Shares acquired by the Company under the NCIB will be purchased at the market price at the time of
purchase and will be purchased on behalf of the Company by PI Financial Corp. ("PI"), the Company's
broker in connection with the NCIB. All purchases will be made in accordance with the rules and policies
of the TSXV.
The Company also announces that it has entered into an automatic share purchase plan (the "Plan") with PI
in order to facilitate repurchases of its Shares under the NCIB. Under the Plan, PI may purchase common
shares under the NCIB at times when the Company would ordinarily not be permitted to do so, due to
regulatory restrictions or self-imposed blackout periods. Purchases under the Plan will be made by PI based
upon parameters prescribed by the TSXV, applicable Canadian securities laws and the terms of the Plan.
Subject to TSXV acceptance of the NCIB, it will commence on February 15, 2024 and will end on February
14, 2025, or such earlier date as the Company completes its maximum purchases under the NCIB, or
otherwise in accordance with the terms of the Plan. All Shares purchased by the Company will be purchased
on the open market through the facilities of the TSXV by PI acting on behalf of the Company in accordance
with the policies of the TSXV and will be surrendered by the Company to its transfer agent for cancellation
and will be returned to the Company's treasury. The prices that the Company will pay for Shares purchased
will be the market price of the Shares at the time of purchase. The Company reserves the right to terminate
the NCIB earlier if it feels it is appropriate to do so.
About the Company
Pender Growth Fund's objective is to achieve long-term capital appreciation for its investors. The Company
utilizes its small capital base and long-term horizon to invest in unique situations, primarily small cap,
special situations, and illiquid public and private companies. The Company trades on the TSX Venture
Exchange under the symbol "PTF". The Company posts its Reporting NAV on its website, generally within
five business days of each month end.
Please visit www.pendergrowthfund.com.
For further information, please contact:
Tony Rautava
PenderFund Capital Management Ltd.
(604) 653-9625
Toll Free: (866) 377-4743
Neither the TSX Venture Exchange nor its Regulation Services Provider (as that term is defined in the
policies of the TSX Venture Exchange) accepts responsibility for the adequacy or accuracy of this release.

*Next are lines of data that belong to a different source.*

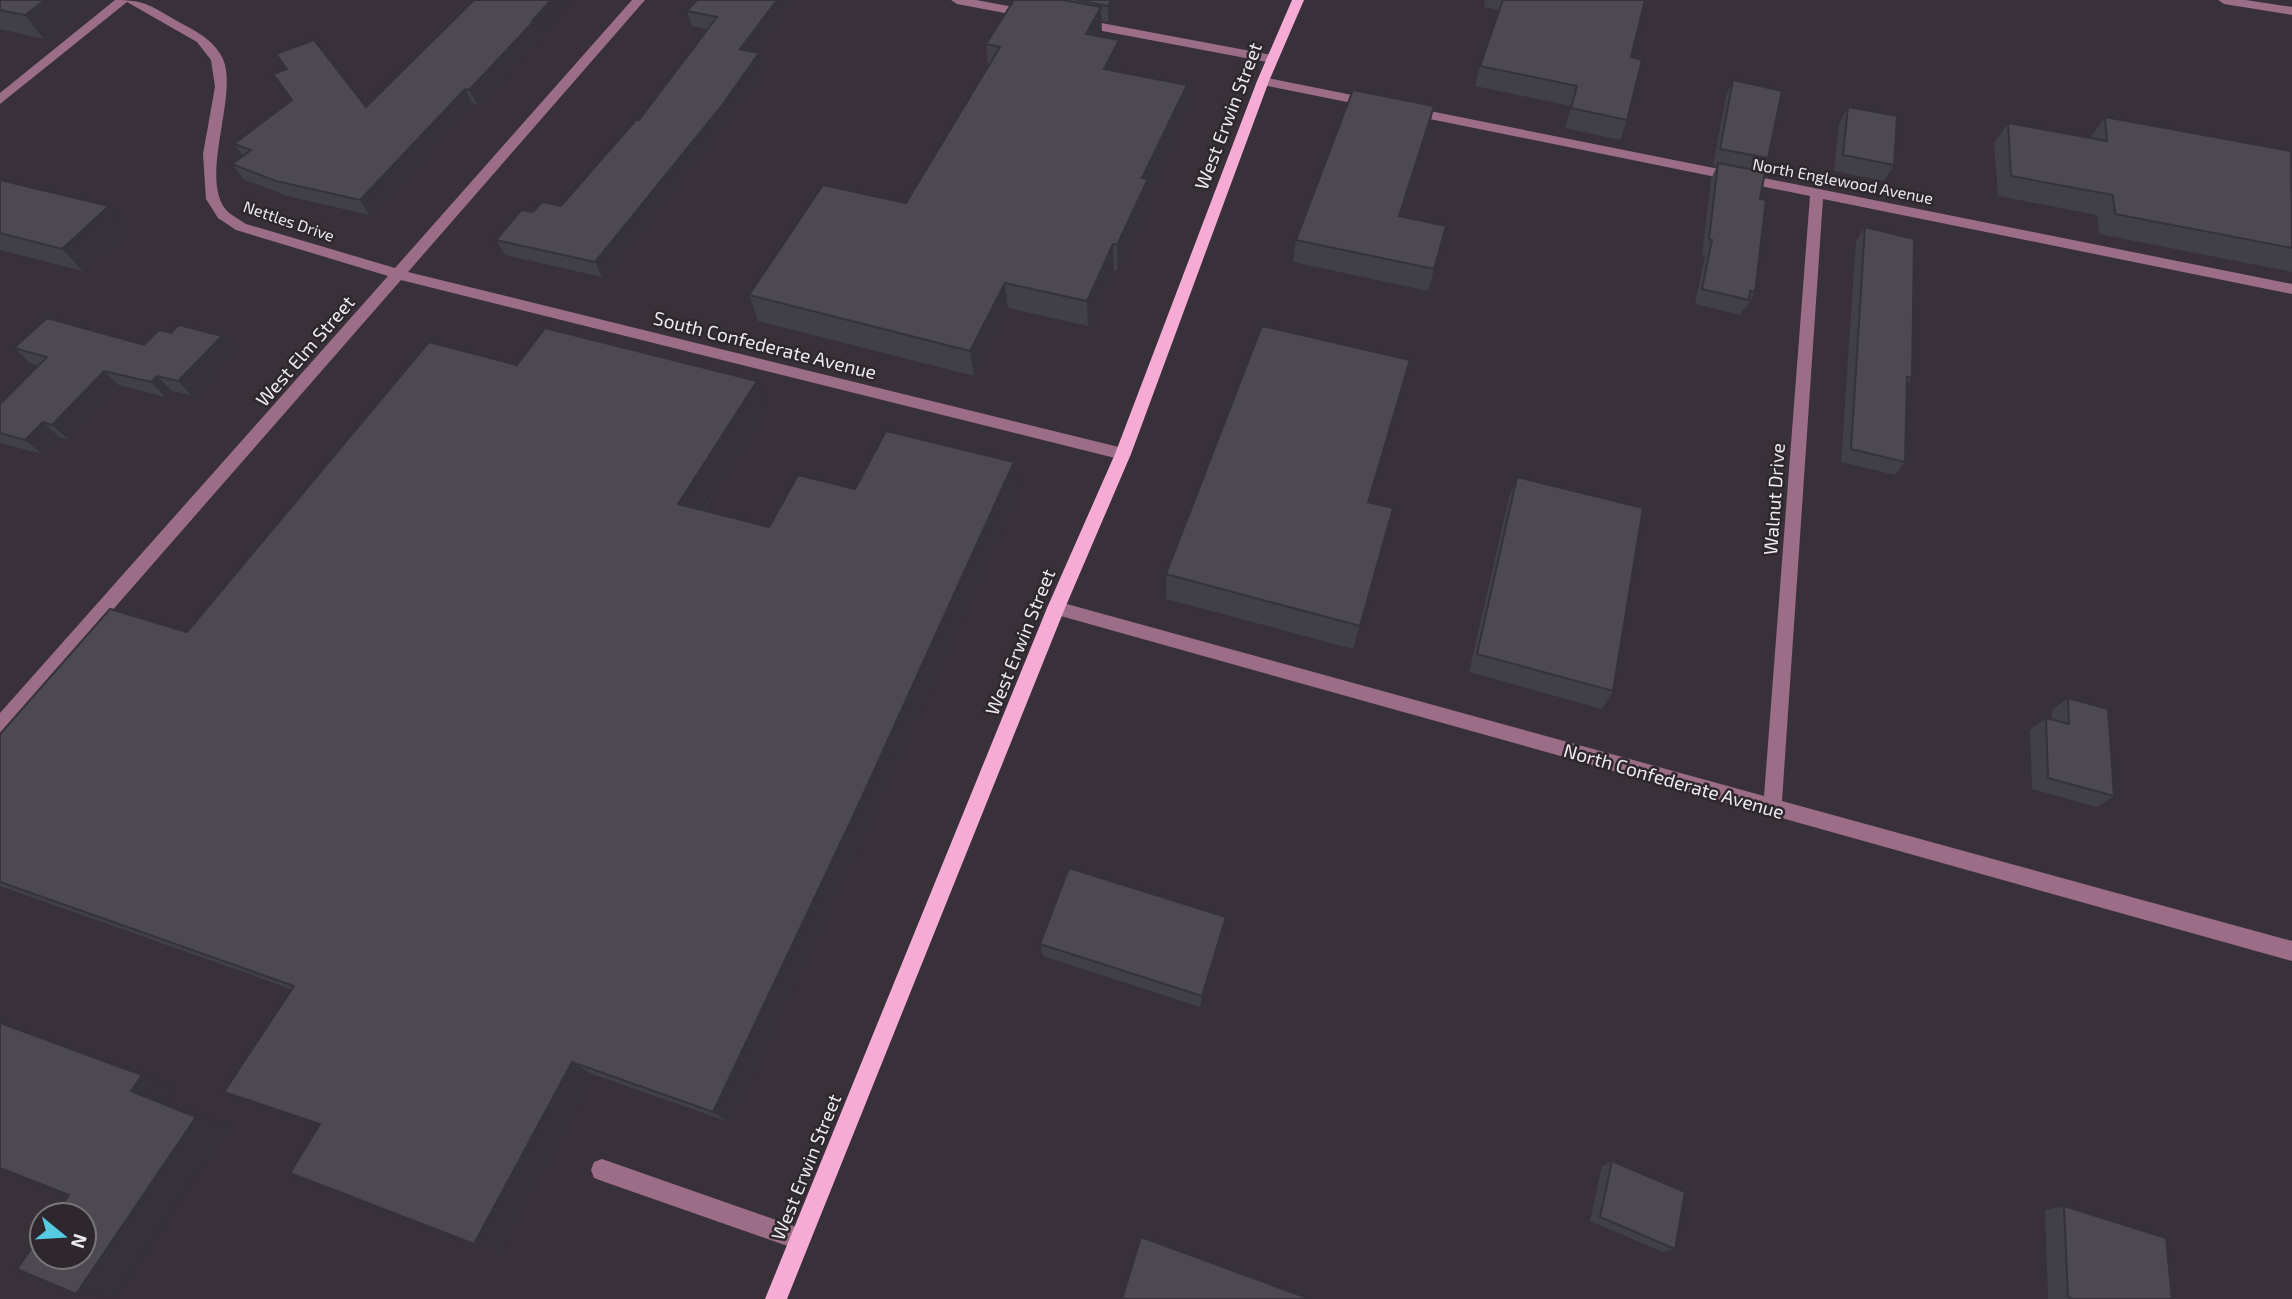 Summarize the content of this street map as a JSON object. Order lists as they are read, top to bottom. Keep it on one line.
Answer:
{"streets":{"main road":["West Erwin Street"],"street":["North Englewood Avenue","Nettles Drive","South Confederate Avenue","West Elm Street","Walnut Drive","North Confederate Avenue"]},"crossings":[["West Erwin Street","North Englewood Avenue"],["West Erwin Street","South Confederate Avenue"],["West Erwin Street","North Confederate Avenue"],["North Englewood Avenue","Walnut Drive"],["Nettles Drive","South Confederate Avenue"],["Nettles Drive","West Elm Street"],["South Confederate Avenue","West Elm Street"],["Walnut Drive","North Confederate Avenue"]],"north":"right"} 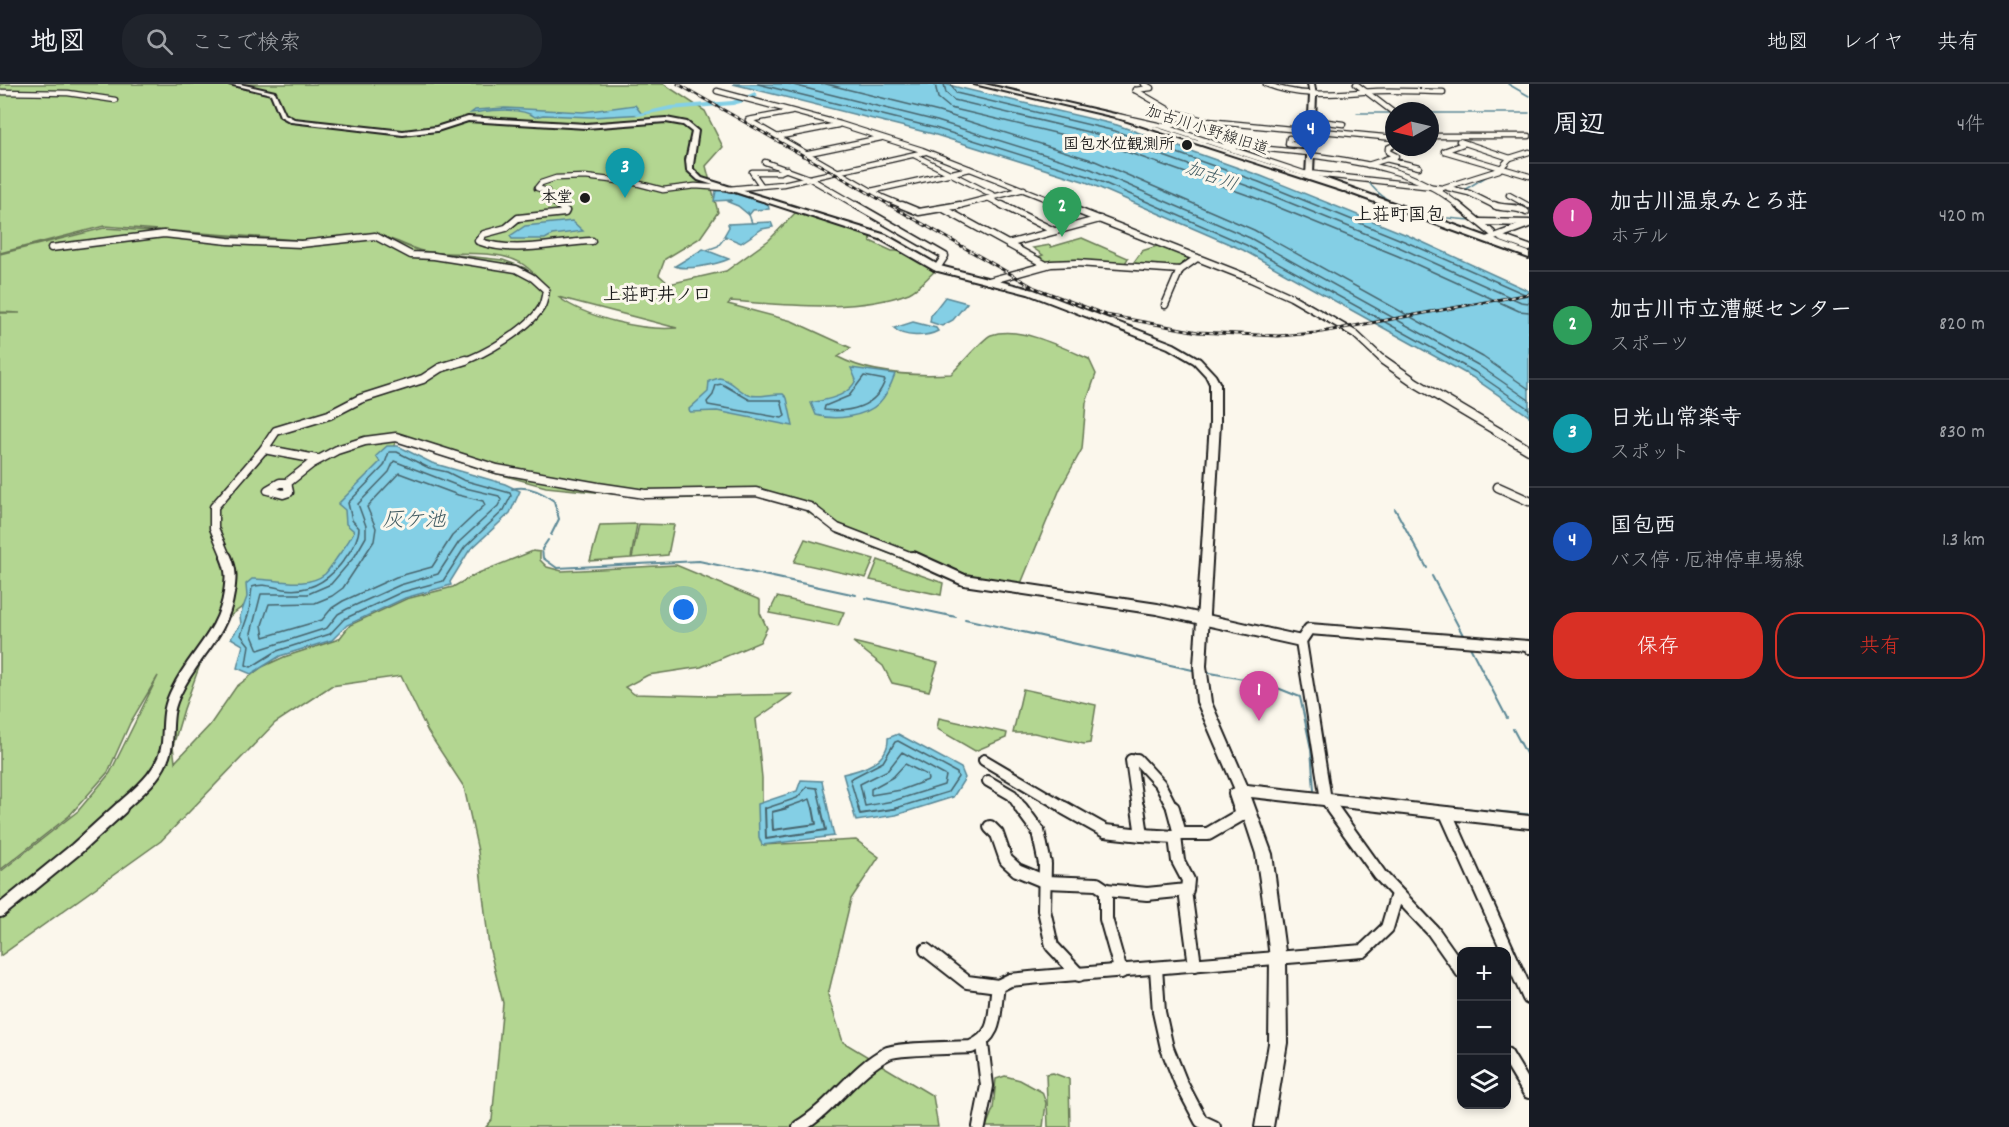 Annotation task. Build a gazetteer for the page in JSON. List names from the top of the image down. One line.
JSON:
{"streets":{"street":["加古川小野線旧道"]},"districts":["上荘町国包","上荘町井ノ口"],"water":["加古川","灰ケ池"],"places":["国包水位観測所","本堂"],"north":"left","page":{"header":"地図","search":"ここで検索","nav":["地図","レイヤ","共有"],"heading":["周辺","4件"],"pins":["4","3","2","1"],"list":[{"mark":"1","name":"加古川温泉みとろ荘","note":"ホテル","value":"420 m"},{"mark":"2","name":"加古川市立漕艇センター","note":"スポーツ","value":"820 m"},{"mark":"3","name":"日光山常楽寺","note":"スポット","value":"830 m"},{"mark":"4","name":"国包西","note":"バス停 · 厄神停車場線","value":"1.3 km"}],"buttons":["保存","共有"],"map_buttons":["+","−"]}} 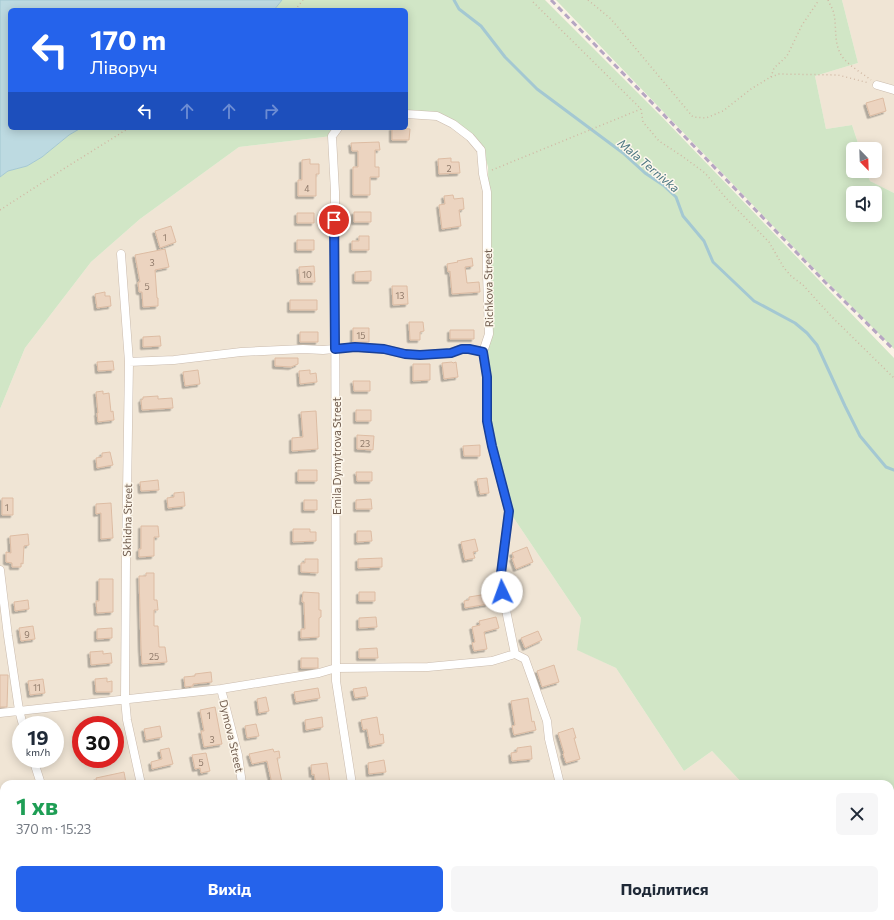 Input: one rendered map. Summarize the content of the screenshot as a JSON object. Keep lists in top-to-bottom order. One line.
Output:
{"streets":{"street":["Richkova Street","Emila Dymytrova Street","Skhidna Street","Dymova Street"]},"water":["Mala Ternivka"],"house_numbers":["2","4","1","3","10","5","13","15","23","1","9","25","11","1","3","5"],"north":"bottom right","page":{"turn":["170 m","Ліворуч"],"speed":"19 km/h","limit":"30","heading":["1 хв","370 m · 15:23"],"buttons":["Вихід","Поділитися"]}} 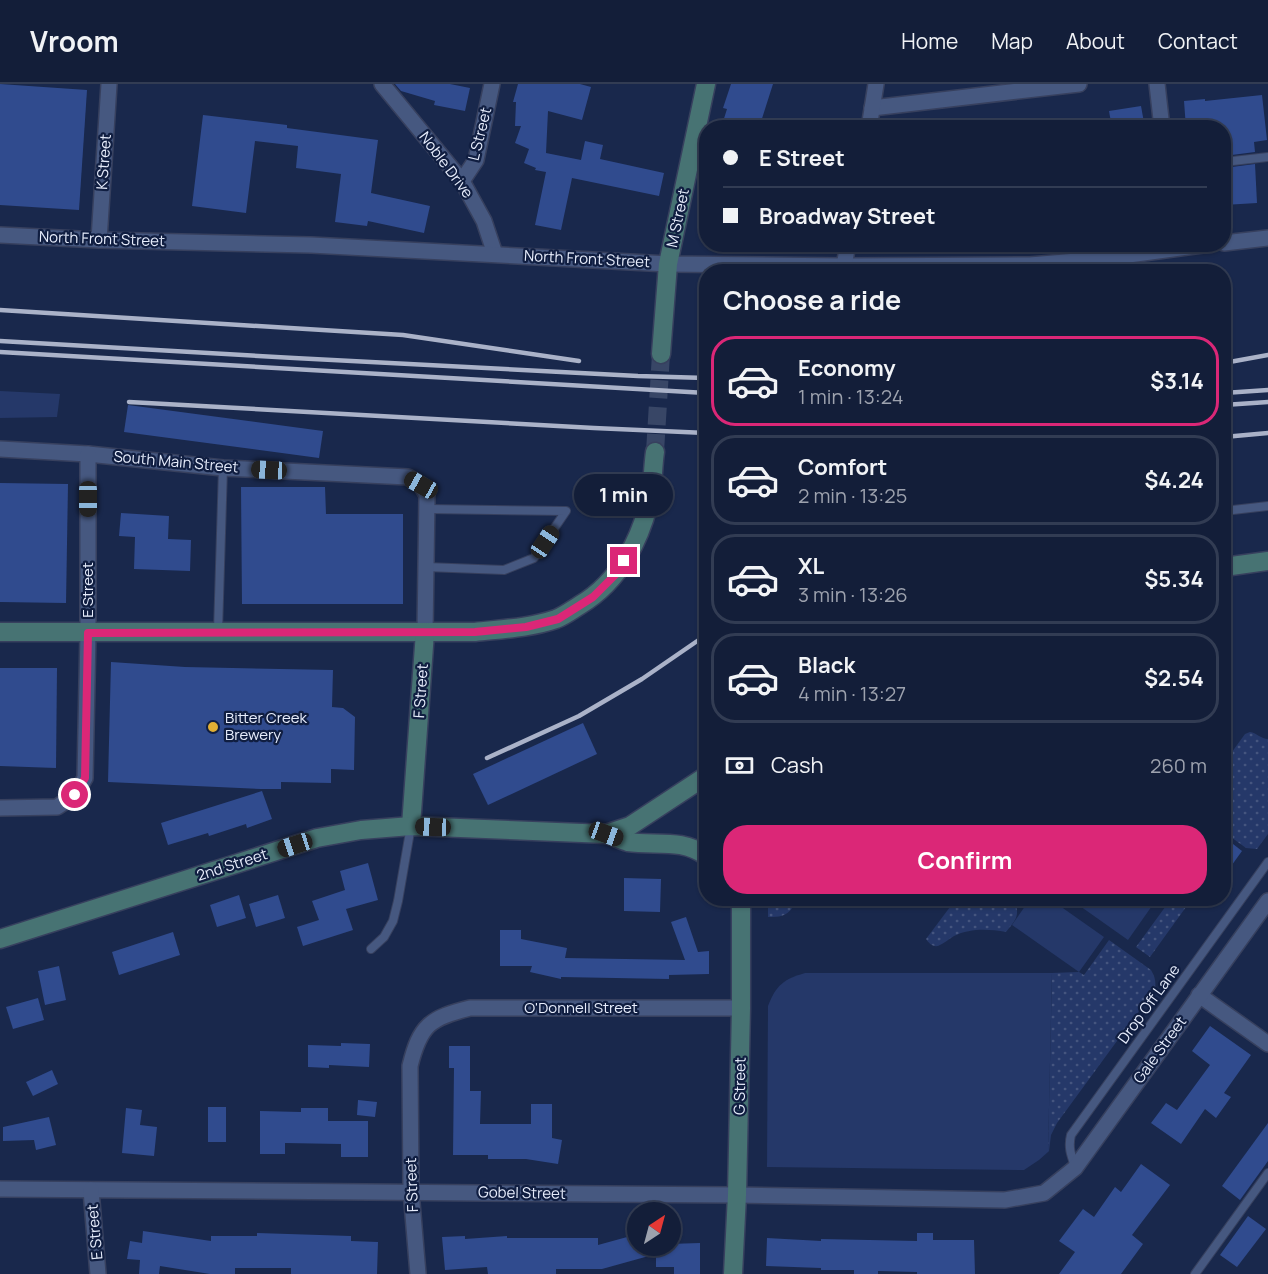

Forward-Looking Information
This news release may contain forward-looking statements (within the meaning of applicable securities
laws) relating to the business of the Company and the environment in which it operates. Forward-looking
statements are identified by words such as "believe", "anticipate", "project", "expect", "intend", "plan",
"will", "may", "estimate" and other similar expressions. These statements are based on the Company's
expectations, estimates, forecasts and projections and include, without limitation, statements regarding the
Company's decreased portfolio risk and future investment opportunities. The forward-looking statements
in this news release are based on certain assumptions; they are not guarantees of future performance and
involve risks and uncertainties that are difficult to control or predict. A number of factors could cause actual
results to differ materially from the results discussed in the forward-looking statements, including, but not
limited to, the factors discussed under the heading "Risk Factors" in the Company's annual information
form available at www.sedarplus.ca. There can be no assurance that forward-looking statements will prove
to be accurate as actual outcomes and results may differ materially from those expressed in these forward-
looking statements. Readers, therefore, should not place undue reliance on any such forward-looking
statements. Further, these forward-looking statements are made as of the date of this news release and,
except as expressly required by applicable law, the Company assumes no obligation to publicly update or
revise any forward-looking statement, whether as a result of new information, future events or otherwise.